(Data items)
= = =

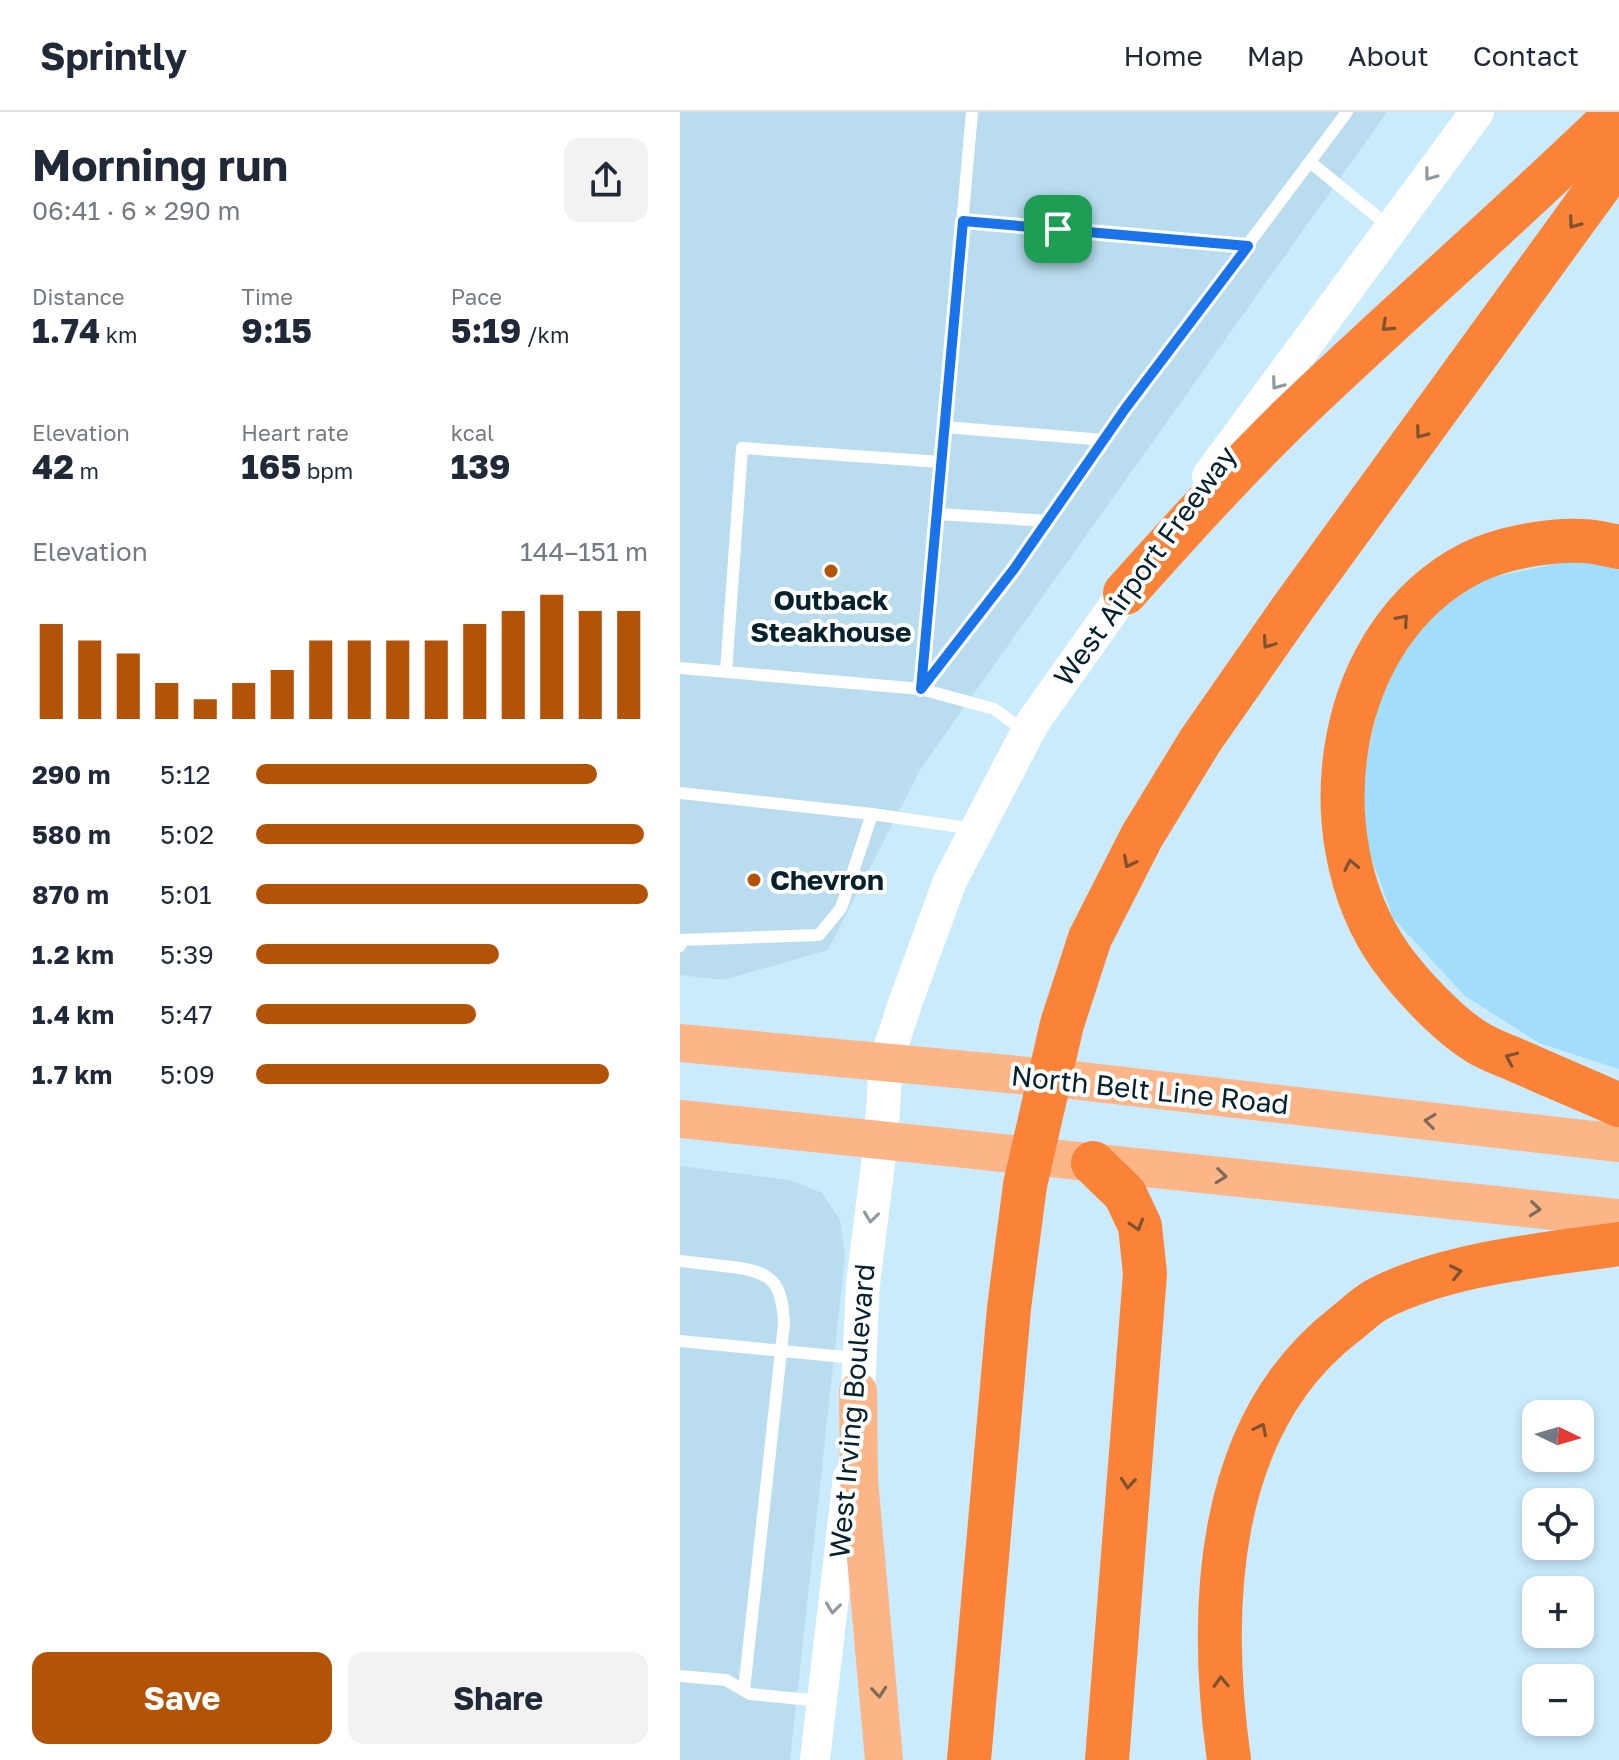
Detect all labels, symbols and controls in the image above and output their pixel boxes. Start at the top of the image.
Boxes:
text: Sprintly [40,33,187,78]
text: Home [1124,39,1203,72]
text: Map [1247,39,1304,72]
text: About [1348,39,1429,72]
text: Contact [1473,39,1579,72]
text: Morning run [32,138,288,191]
button: share [564,138,648,222]
one-way arrow [1426,166,1440,180]
text: 06:41 · 6 × 290 m [32,195,240,226]
pin [1024,195,1092,263]
icon: arrive [1036,207,1080,251]
one-way arrow [1569,214,1583,228]
text: Distance [32,283,124,310]
text: Time [241,283,293,310]
text: Pace [451,283,502,310]
text: 1.74 [32,310,100,350]
text: 9:15 [241,310,312,350]
text: 5:19 [451,310,521,350]
one-way arrow [1382,316,1396,331]
text: km [100,321,138,348]
text: /km [521,321,569,348]
one-way arrow [1272,376,1286,390]
text: Elevation [32,419,130,446]
text: Heart rate [241,419,349,446]
text: kcal [451,419,494,446]
one-way arrow [1416,424,1430,438]
street label: West Airport Freeway [1046,439,1243,692]
text: 42 [32,446,74,486]
text: 165 [241,446,301,486]
text: 139 [451,446,511,486]
text: m [74,457,99,484]
text: bpm [301,457,353,484]
text: Elevation [32,536,148,567]
text: 144–151 m [520,536,648,567]
marker: Outback Steakhouse [822,562,840,580]
place label: Outback Steakhouse [750,583,912,648]
one-way arrow [1394,614,1408,629]
one-way arrow [1263,635,1278,649]
text: 290 m [32,759,111,790]
text: 5:12 [160,759,211,790]
text: 580 m [32,819,111,850]
text: 5:02 [160,819,214,850]
one-way arrow [1123,854,1138,869]
one-way arrow [1343,858,1360,872]
place label: Chevron [770,863,884,896]
marker: Chevron [745,871,763,889]
text: 870 m [32,879,109,910]
text: 5:01 [160,879,212,910]
text: 1.2 km [32,939,114,970]
text: 5:39 [160,939,214,970]
text: 1.4 km [32,999,114,1030]
text: 5:47 [160,999,213,1030]
one-way arrow [1504,1051,1519,1067]
text: 1.7 km [32,1059,112,1090]
text: 5:09 [160,1059,215,1090]
street label: North Belt Line Road [1010,1059,1291,1120]
one-way arrow [1423,1113,1436,1130]
one-way arrow [1215,1168,1228,1185]
one-way arrow [1529,1201,1542,1218]
one-way arrow [863,1211,880,1224]
one-way arrow [1128,1218,1144,1231]
street label: West Irving Boulevard [822,1262,881,1560]
one-way arrow [1449,1264,1462,1281]
north arrow [1522,1400,1594,1472]
map controls [1522,1400,1594,1736]
one-way arrow [1252,1422,1267,1437]
one-way arrow [1120,1477,1137,1490]
button: locate [1522,1488,1594,1560]
button: + [1522,1576,1594,1648]
one-way arrow [824,1602,841,1615]
button: Save [32,1652,332,1744]
button: Share [348,1652,648,1744]
button: − [1522,1664,1594,1736]
one-way arrow [1213,1675,1230,1688]
one-way arrow [870,1686,887,1699]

= = =

> Task to carry out: Find every line in the records above that contains the word "Chevron", and copy each one.

> Your response:
place label: Chevron [770,863,884,896]
marker: Chevron [745,871,763,889]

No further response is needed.